Workers in India are facing increased burnout due to lack of separation between work and personal life as well as concerns of contracting COVID-19, according to Microsoft’s latest Work Trend Index report.
Close to one-third of workers in India cited increased rates of burnout over the past six months, with the lack of separation between work duties and personal obligations as negatively impacting their wellbeing.
Surveying over 6,000 information and first-line workers across eight countries globally including Australia, Japan, India, and Singapore, the study found that India had the second-highest percentage of workers facing increased burnout in Asia at 29 percent.
India came out top with over 41 percent of workers citing the lack of separation between work and personal life as negatively impacting their wellbeing, resulting in increased stress levels.
"In the last six months, we have seen how COVID-19 has created an era of remote anywhere. It has led to the evolution of a new workplace – from a physical space to one residing in a virtual world. As businesses adapt to a new way of working, it is important to examine the multifaceted impact that the new working conditions are having on employees. This is helping us provide relevant and timely solutions to all our customers and users," said Samik Roy, country head, Modern Work, Microsoft India.
Key findings from the research include:
1. The pandemic increased burnout at work – in some countries more than others
Microsoft’s research showed that everyone is experiencing burnout differently. Burnout can be attributed to many factors, and the chart below explores how longer workdays impact feelings of burnout. For instance, the study found that 29 percent of workers in India are experiencing increased burnout at work, owing to its increase in workday span by 1 hour.

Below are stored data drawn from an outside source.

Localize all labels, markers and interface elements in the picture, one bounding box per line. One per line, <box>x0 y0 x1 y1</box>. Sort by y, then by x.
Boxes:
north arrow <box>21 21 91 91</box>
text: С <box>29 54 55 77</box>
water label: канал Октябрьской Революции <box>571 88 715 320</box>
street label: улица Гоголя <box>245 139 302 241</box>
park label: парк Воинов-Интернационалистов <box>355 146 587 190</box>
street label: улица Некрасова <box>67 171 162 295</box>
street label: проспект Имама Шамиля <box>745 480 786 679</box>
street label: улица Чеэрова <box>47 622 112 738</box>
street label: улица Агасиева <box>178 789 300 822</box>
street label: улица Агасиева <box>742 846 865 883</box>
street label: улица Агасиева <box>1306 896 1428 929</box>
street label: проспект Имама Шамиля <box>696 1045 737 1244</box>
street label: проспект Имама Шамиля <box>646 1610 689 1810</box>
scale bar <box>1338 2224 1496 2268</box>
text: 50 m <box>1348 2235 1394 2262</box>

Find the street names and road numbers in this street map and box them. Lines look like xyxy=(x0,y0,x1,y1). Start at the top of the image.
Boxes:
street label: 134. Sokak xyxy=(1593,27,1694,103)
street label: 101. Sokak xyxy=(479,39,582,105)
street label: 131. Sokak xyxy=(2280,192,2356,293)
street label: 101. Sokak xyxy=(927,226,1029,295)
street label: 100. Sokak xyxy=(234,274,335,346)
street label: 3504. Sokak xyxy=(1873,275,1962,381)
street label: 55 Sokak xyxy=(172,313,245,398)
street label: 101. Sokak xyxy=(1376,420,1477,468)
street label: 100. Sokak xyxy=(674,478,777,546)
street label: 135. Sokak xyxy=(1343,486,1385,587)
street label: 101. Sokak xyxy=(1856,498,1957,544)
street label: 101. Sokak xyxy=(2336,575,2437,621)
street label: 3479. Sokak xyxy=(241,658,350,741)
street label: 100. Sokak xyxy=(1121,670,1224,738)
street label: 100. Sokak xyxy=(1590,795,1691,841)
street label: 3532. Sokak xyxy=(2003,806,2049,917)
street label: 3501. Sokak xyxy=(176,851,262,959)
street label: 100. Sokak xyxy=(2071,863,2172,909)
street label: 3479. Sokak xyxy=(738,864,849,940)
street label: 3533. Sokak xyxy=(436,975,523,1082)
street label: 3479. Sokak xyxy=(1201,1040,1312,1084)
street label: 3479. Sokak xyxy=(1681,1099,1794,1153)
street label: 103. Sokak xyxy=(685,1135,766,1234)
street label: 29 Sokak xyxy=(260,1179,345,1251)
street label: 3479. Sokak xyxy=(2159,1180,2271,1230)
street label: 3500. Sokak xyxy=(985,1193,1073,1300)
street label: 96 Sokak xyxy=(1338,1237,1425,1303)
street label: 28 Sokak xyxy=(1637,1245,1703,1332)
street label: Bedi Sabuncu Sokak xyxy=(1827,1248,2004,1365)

While workers in Australia saw the highest increase in workday span in Microsoft Teams at 45 percent, with a medium increase in burnout, the graph below shows that India had the longest workday span of surveyed markets. This was also significantly different from workers in Germany that saw very little change to workday span or feelings of burnout.
2. Causes of workplace stress differ for first-line and remote workers
The report revealed that the top stressors shared by workers in India were the worry about contracting COVID-19 at work and feeling isolated or disconnected from co-workers, at 42 and 35 percent respectively. The study also found that 19 percent of workers have not been provided the tech or protective equipment they need to effectively socially distance by their company, contributing to increased stress levels.
Workers also cited differing factors contributing to work stress. The lack of separation between work and life was a prime stressor among 34 percent of workers, with the unmanageable workload and/or work hours coming closely behind at 28 percent. Nearly 23 percent of workers cited too many meetings and not enough focus time as factors contributing to stress at work.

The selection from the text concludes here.